Социально-экономическое развитие любой монотерритории главным образом зависит от жизни градообразующего предприятия, и именно это делает моногород уязвимым, особенно в кризисное время. В такие периоды в моногородах ухудшается социальное самочувствие населения, усиливаются протестные настроения, повышается социальная напряженность, что может привести к открытым формам конфликта. Основная проблема заключается в своевременном выявлении таких потенциально опасных очагов социального взрыва. По этой причине важно отслеживать изменения социальных настроений жителей этих территорий с целью определения и регулирования факторов социальной напряженности. В качестве гипотезы было выдвинуто предположение о том, что социальные настроения жителей монотерриторий зависят от сложившейся социально-экономической ситуации: в моногородах со стабильным положением настроения более оптимистичные, в моногородах с наиболее сложной ситуацией — пессимистичные. Для оценки настроений в моногородах Хакасии был проведен опрос среди жителей этих территорий (n = 1000). Результаты подтвердили основную гипотезу исследования: действительно, в моногородах с наиболее сложным экономическим положением социальные настроения более упадочные.
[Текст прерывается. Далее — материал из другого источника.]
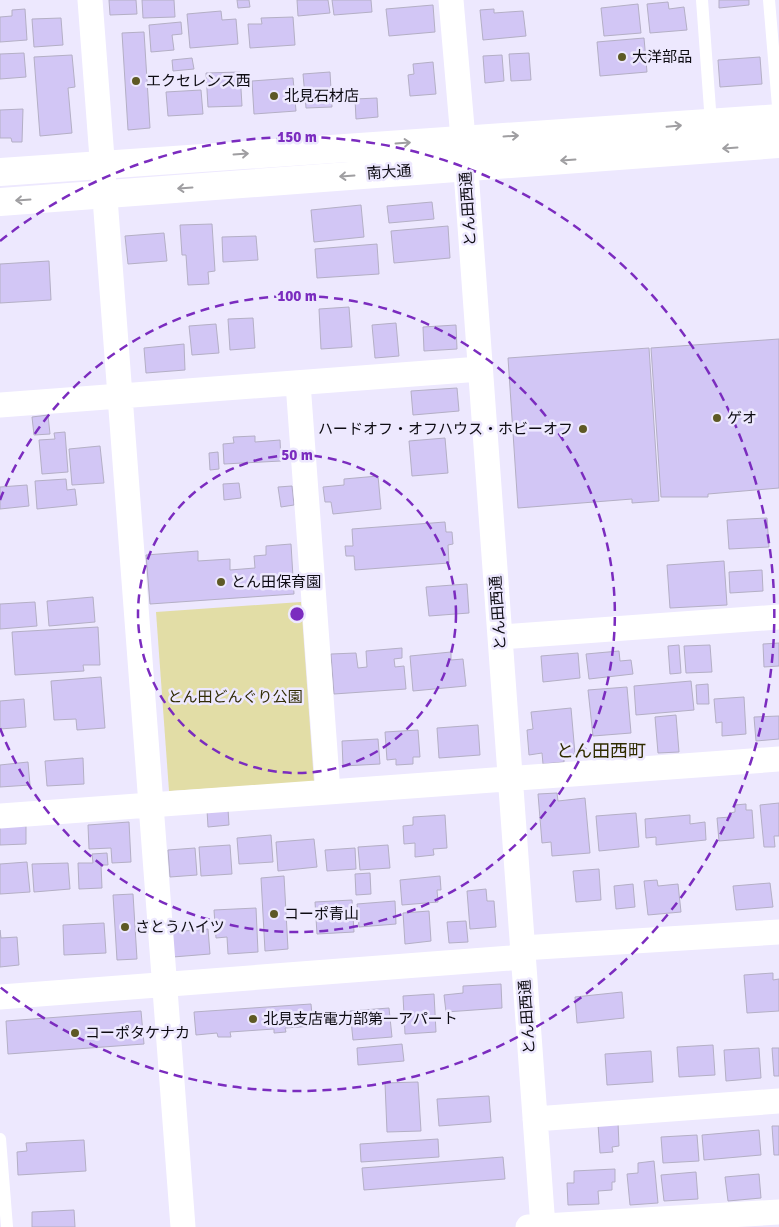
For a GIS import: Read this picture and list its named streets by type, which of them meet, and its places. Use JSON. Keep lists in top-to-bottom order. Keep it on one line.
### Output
{"streets":{"street":["南大通","とん田西通"]},"crossings":[["南大通","とん田西通"]],"districts":["とん田西町"],"parks":["とん田どんぐり公園"],"places":["大洋部品","エクセレンス西","北見石材店","ゲオ","ハードオフ・オフハウス・ホビーオフ","とん田保育園","コーポ青山","さとうハイツ","北見支店電力部第一アパート","コーポタケナカ"],"rings":["150 m","100 m","50 m"]}
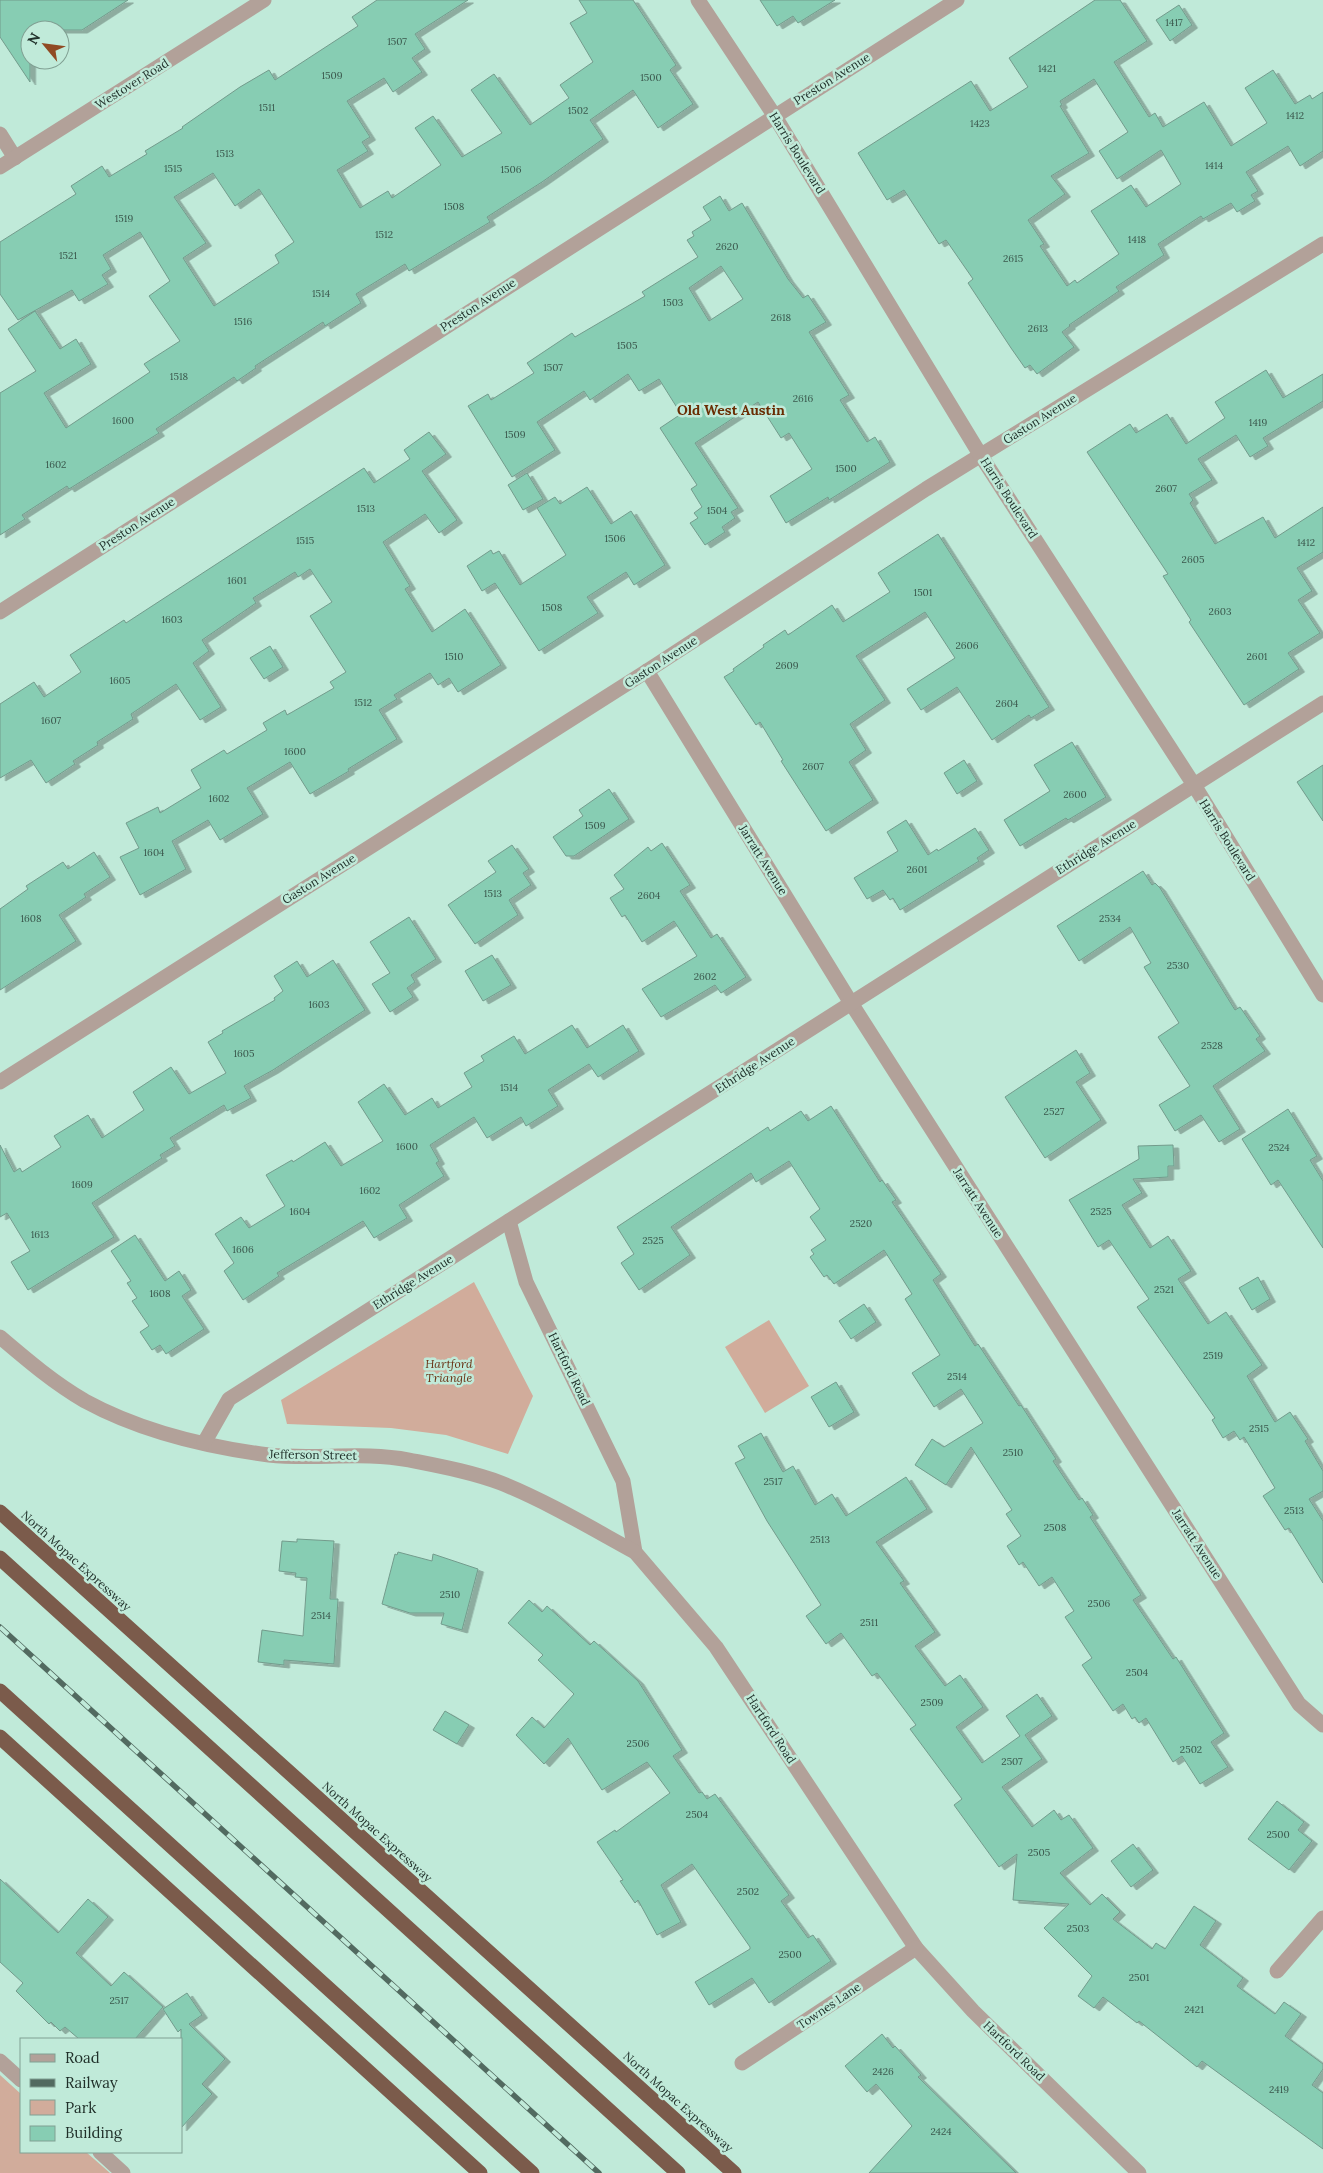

Об этом свидетельствуют негативные оценки своей жизни, низкая удовлетворенность, отсутствие перспектив улучшения, а также иждивенческая психология, которая выражается в ожидании помощи со стороны государства. В моногородах, пока только находящихся в зоне риска, несмотря на более напряженную ситуацию на рынке труда, социальные настроения оптимистичнее, что, возможно, связано с более привлекательными условиями жизни. Однако, согласно полученным результатам, более существенное влияние на социальное настроение оказывают не столько количественные показатели уровня жизни, сколько субъективные оценки своей жизни, что свидетельствует о важности не-экономических механизмов регулирования факторов социальной напряженности, которые могли бы быть более эффективными, особенно в кризисное время.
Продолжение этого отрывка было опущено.